Punctuation in DPLA subject strings | mark e. phillips journal

For the past few weeks I’ve been curious about the punctuation characters that are being used in the subject strings in the DPLA dataset I’ve been using for some blog posts over the past few months.

This post is an attempt to find out the range of punctuation characters used in these subject strings and is carried over from last week’s post related to subject string metrics.

What got me started was that in the analysis used for last week’s post, I noticed that there were a number of instances of em dashes “—” (528 instances) and en dashes “–” (822 instances) being used in place of double hyphens “–” in subject strings from The Portal to Texas History. No doubt these were most likely copied from some other source. Here is a great subject string that contains all three characters listed above.

Real Property — Texas –- Zavala County — Maps

Turns out this isn’t just something that happened in the Portal data, here is an example from the Mountain West Digital Library.

Highway planning--Environmental aspects–Arizona—Periodicals

To get the analysis started the first thing that I need to do is establish what I’m considering punctuation characters because that definition can change depending on who you are talking to and what language you are using. For this analysis I’m using the punctuation listed in the python string module.

>>> import string
>>> print string.punctuation
!"#$%&'()*+,-./:;<=>?@[\]^_`{|}~

So this gives us 32 characters that I’m considering to be punctuation characters for the analysis in this post.

The first thing I wanted to do was to get an idea of which of the 32 characters were present in the subject strings, and how many instances there were. In the dataset I’m using there are 1,871,877 unique subject strings. Of those subject strings 1,496,769 or 80% have one or more punctuation characters present.

Here is the breakdown of the number of subjects that have a specific character present. One thing to note is that when processing if there were repeated instance of a character, they were reduced to a single instance, it doesn’t affect the analysis just something to note.

Character	Subjects with Character
!	72
“	1,066
#	432
$	57
%	16
&	33,825
‘	22,671
(	238,252
)	238,068
*	451
+	81
,	607,849
–	954,992
.	327,404
/	3,217
:	10,774
;	5,166
<	1,028
=	1,027
>	1,027
?	7,005
@	53
[	9,872
]	9,893
\	32
^	1
_	80
`	99
{	9
\|	72
}	9
~	4

One thing that I found interesting is that characters () and [] have different numbers of instances suggesting there are unbalanced brackets and parenthesis in subjects somewhere.

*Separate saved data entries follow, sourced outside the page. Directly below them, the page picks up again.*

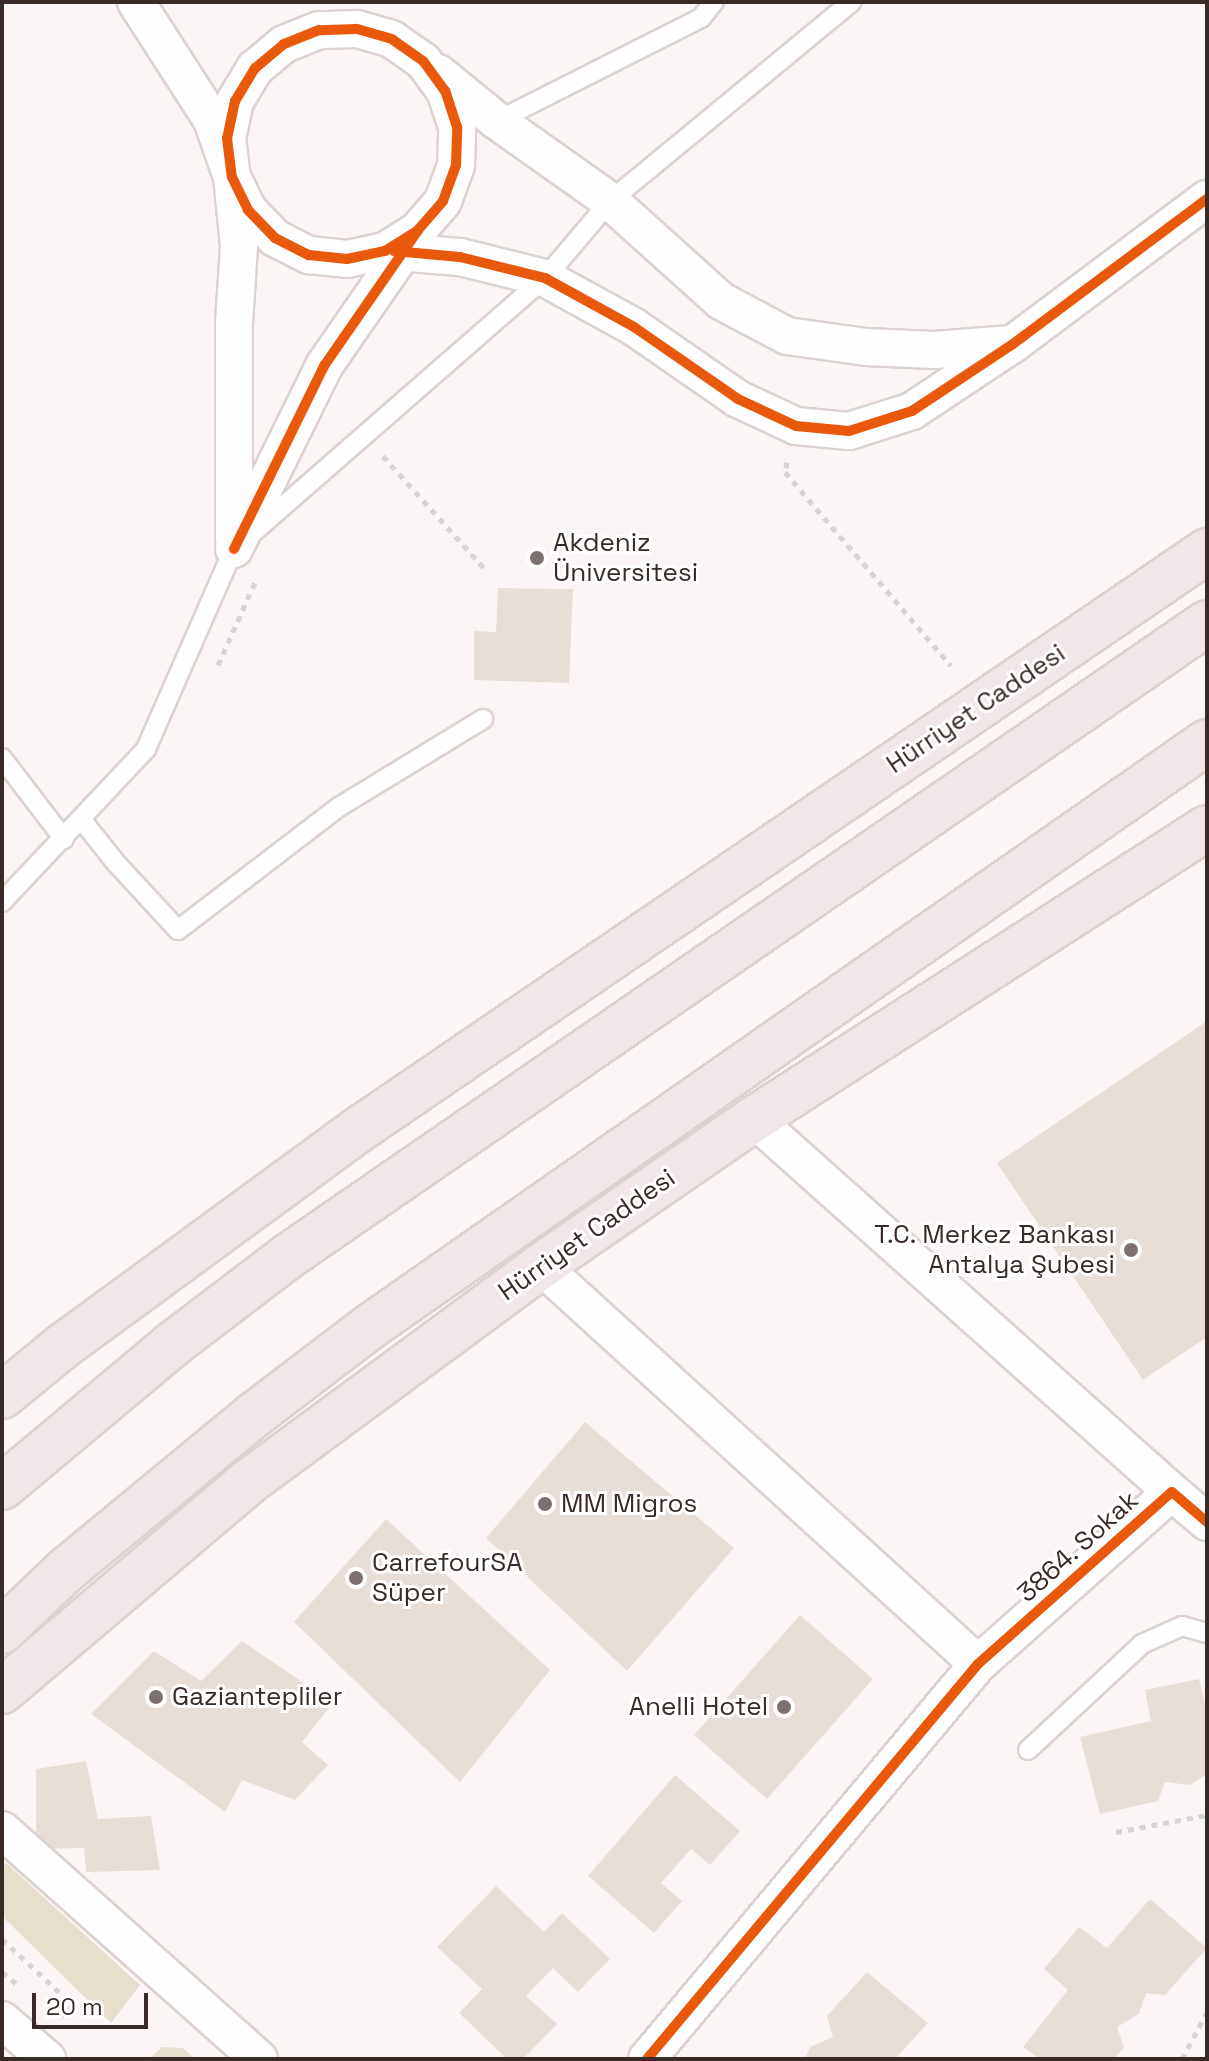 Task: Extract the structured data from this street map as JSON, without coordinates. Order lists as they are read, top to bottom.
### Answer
{
  "streets": {
    "highway": ["Hürriyet Caddesi"],
    "street": ["3864. Sokak"]
  },
  "places": [
    "Akdeniz Üniversitesi",
    "T.C. Merkez Bankası Antalya Şubesi",
    "MM Migros",
    "CarrefourSA Süper",
    "Gaziantepliler",
    "Anelli Hotel"
  ],
  "scale_bar": "20 m"
}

Another interesting note is that there are 72 instances of subjects that use the pipe character “|”. The pipe is often used by programmers and developers as a delimiter because it “is rarely used in the data values” this analysis says that while true it is rarely used, it should be kept in mind that it is sometimes used.

Next up was to look at how punctuation was distributed across the various Hubs.

In the table below I’ve pulled out the total number of unique subjects per Hub in the DPLA dataset. I show the number of subjects without punctuation and the number of subjects with some sort of punctuation and finally display the percentage of subjects with punctuation.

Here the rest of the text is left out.